▶ **Assigned task**: Return every line of the data below that includes the string "image".

▶ **The input**:
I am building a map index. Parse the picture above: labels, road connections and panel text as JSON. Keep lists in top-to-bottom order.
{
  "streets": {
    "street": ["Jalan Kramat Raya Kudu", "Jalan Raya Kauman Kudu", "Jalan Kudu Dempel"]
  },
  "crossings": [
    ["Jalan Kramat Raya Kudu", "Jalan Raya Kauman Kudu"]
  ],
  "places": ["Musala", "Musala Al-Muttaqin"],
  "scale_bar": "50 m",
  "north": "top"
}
==
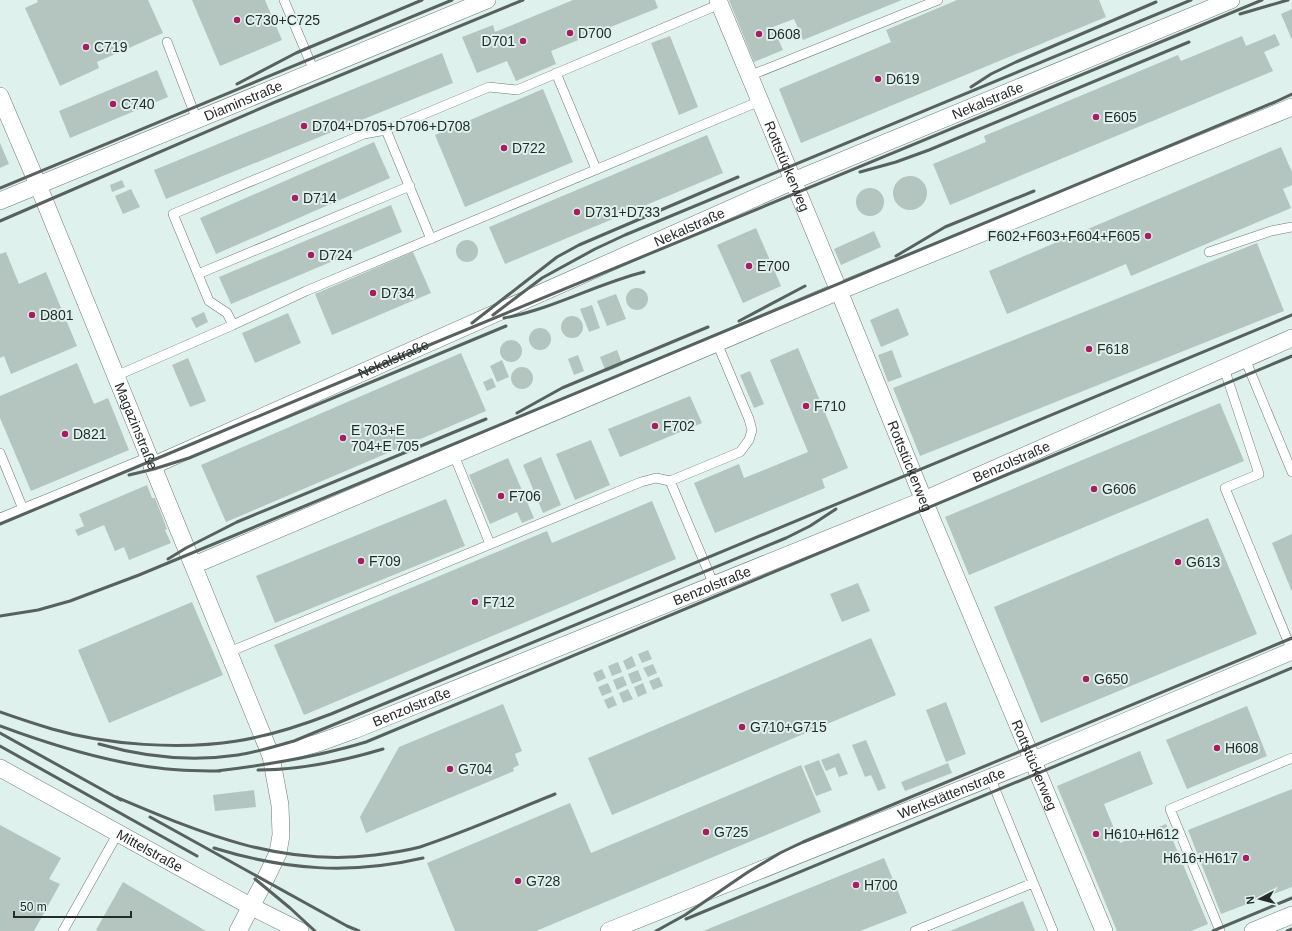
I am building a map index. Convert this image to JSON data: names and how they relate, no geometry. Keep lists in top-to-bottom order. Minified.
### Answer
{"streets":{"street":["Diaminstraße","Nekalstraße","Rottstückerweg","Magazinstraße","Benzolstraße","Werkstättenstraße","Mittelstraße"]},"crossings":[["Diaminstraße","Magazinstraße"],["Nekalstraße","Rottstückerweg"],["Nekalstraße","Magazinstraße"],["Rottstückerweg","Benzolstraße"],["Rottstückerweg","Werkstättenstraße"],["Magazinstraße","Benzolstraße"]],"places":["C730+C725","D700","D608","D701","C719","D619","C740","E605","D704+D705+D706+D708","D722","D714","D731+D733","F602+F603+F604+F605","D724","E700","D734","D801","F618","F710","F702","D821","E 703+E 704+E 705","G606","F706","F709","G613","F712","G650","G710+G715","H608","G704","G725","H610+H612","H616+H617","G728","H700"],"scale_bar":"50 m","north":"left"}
==
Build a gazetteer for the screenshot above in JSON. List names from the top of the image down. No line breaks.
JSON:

▶ **Response to the task**:
I am building a map index. Convert this image to JSON data: names and how they relate, no geometry. Keep lists in top-to-bottom order. Minified.
Build a gazetteer for the screenshot above in JSON. List names from the top of the image down. No line breaks.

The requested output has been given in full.